• **WHAT IS EXPECTED**: Scan the data. Collect each line that contains the word "Братя".

Dataset entries
--*--
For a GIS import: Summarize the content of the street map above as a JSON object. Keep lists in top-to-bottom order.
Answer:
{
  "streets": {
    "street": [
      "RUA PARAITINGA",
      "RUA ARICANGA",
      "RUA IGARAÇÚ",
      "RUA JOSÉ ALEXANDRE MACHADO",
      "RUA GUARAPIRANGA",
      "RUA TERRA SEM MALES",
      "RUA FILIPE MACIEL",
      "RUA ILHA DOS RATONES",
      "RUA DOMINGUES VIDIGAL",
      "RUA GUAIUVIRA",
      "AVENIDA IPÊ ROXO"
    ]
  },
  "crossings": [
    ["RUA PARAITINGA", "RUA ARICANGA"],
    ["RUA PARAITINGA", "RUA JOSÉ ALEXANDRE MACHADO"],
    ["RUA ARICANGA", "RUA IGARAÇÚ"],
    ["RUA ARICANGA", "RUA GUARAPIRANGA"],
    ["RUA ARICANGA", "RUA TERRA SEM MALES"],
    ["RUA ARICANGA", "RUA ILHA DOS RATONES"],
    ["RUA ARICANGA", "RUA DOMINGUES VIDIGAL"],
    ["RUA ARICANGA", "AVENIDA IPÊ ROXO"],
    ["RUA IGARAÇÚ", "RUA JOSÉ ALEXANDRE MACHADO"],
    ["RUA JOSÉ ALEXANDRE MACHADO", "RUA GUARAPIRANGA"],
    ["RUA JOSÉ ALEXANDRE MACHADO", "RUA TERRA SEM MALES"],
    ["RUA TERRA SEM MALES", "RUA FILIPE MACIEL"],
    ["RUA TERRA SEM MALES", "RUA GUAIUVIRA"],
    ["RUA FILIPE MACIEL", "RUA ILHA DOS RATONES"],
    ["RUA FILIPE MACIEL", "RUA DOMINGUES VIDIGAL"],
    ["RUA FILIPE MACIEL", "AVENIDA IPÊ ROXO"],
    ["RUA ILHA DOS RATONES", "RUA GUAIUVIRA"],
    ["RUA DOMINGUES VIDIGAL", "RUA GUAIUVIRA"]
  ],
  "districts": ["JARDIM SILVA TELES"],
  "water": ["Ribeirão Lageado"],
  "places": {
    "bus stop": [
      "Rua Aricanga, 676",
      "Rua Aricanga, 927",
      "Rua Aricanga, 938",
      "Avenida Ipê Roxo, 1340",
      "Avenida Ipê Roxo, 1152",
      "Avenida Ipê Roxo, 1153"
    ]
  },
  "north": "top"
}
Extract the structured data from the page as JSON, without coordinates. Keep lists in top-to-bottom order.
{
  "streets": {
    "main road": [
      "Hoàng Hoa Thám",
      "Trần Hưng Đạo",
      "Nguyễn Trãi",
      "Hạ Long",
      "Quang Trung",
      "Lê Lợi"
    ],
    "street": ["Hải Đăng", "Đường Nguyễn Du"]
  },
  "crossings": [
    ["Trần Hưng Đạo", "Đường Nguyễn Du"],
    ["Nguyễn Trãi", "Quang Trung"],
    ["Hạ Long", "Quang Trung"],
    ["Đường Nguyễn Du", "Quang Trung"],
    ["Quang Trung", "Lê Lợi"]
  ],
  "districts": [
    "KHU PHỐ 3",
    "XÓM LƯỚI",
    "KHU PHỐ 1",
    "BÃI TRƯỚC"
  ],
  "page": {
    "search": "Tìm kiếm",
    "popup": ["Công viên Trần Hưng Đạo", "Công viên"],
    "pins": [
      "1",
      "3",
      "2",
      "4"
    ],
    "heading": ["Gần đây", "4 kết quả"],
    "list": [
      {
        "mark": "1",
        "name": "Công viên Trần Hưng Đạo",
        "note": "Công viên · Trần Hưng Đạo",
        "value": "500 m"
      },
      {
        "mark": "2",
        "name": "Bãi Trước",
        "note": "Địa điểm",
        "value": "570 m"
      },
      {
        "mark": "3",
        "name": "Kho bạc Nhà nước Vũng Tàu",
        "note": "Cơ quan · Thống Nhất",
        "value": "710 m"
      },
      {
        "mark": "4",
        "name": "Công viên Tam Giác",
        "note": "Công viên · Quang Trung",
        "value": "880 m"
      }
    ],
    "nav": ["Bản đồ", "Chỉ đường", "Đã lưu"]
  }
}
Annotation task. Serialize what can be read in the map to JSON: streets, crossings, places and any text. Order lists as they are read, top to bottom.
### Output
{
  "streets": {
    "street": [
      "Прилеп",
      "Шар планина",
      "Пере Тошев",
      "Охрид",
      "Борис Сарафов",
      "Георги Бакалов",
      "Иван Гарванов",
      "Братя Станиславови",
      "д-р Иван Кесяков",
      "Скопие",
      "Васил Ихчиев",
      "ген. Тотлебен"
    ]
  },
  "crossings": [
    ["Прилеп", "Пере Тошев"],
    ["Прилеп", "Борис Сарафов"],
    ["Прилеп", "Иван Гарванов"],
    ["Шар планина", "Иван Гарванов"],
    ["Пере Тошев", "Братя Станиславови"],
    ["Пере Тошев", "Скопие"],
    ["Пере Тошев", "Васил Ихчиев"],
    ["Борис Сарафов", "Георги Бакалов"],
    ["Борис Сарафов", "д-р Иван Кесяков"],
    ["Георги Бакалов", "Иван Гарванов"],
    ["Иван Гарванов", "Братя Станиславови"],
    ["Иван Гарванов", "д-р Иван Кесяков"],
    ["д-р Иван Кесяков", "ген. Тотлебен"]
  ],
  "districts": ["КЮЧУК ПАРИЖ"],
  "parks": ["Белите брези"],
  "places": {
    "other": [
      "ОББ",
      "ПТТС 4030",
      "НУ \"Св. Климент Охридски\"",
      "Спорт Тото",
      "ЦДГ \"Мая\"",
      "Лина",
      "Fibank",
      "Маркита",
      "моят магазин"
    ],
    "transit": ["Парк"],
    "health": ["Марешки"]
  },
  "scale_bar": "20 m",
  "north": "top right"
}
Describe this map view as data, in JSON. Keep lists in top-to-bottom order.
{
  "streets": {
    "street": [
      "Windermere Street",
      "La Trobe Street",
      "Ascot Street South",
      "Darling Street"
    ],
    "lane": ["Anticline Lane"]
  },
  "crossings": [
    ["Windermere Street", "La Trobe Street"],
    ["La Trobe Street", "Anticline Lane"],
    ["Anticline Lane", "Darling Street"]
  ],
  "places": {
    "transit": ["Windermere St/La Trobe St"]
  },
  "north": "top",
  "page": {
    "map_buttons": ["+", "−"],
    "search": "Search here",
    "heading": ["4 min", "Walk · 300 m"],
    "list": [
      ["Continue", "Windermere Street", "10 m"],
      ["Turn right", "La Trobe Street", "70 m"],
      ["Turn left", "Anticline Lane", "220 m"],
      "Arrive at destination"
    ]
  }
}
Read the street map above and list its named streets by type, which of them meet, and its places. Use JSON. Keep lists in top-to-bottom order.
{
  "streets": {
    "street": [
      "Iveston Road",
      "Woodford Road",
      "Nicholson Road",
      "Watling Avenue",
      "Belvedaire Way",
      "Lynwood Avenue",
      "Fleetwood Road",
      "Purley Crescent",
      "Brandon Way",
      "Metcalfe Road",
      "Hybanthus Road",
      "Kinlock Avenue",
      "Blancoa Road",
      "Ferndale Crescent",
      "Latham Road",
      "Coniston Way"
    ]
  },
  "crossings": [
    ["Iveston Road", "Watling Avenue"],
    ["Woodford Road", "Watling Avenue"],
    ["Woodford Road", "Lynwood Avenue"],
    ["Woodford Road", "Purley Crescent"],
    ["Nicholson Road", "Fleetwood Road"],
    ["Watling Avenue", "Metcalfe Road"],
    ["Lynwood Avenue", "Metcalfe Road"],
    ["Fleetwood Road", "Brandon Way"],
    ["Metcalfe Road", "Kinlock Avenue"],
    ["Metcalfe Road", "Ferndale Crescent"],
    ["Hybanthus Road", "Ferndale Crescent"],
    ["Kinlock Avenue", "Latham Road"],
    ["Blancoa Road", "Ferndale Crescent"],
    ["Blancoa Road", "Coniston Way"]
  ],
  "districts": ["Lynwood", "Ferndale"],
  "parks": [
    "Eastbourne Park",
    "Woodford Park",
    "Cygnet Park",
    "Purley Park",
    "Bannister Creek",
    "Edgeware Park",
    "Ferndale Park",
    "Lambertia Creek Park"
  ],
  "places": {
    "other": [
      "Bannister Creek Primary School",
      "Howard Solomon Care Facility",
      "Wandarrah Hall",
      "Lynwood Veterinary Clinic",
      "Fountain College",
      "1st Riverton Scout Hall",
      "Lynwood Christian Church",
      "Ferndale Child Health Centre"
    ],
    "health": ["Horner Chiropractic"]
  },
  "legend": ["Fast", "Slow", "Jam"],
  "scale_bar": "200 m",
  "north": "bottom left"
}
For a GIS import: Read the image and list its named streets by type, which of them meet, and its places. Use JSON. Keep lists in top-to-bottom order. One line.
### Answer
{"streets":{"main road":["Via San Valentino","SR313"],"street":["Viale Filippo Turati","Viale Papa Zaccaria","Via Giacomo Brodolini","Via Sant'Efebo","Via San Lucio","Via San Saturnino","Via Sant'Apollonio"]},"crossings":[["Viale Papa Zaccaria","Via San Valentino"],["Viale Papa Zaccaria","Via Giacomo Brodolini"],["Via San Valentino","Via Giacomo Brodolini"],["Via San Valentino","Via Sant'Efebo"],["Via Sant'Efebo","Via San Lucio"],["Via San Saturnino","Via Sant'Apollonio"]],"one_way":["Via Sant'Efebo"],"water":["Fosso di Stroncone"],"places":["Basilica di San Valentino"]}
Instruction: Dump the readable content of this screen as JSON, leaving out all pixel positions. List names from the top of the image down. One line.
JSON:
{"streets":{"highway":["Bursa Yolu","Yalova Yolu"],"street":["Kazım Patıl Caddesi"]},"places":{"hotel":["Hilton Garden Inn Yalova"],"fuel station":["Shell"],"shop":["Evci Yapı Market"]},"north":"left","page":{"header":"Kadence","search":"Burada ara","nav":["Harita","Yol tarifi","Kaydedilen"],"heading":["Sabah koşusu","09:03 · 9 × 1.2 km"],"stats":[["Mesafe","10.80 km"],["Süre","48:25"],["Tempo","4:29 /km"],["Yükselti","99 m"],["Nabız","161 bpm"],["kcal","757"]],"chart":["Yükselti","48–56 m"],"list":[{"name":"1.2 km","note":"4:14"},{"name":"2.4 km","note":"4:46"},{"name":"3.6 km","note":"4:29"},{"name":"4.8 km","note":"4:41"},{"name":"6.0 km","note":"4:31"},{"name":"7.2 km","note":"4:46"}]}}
--*--
• **WORKED SOLUTION**:
      "Братя Станиславови",
    ["Пере Тошев", "Братя Станиславови"],
    ["Иван Гарванов", "Братя Станиславови"],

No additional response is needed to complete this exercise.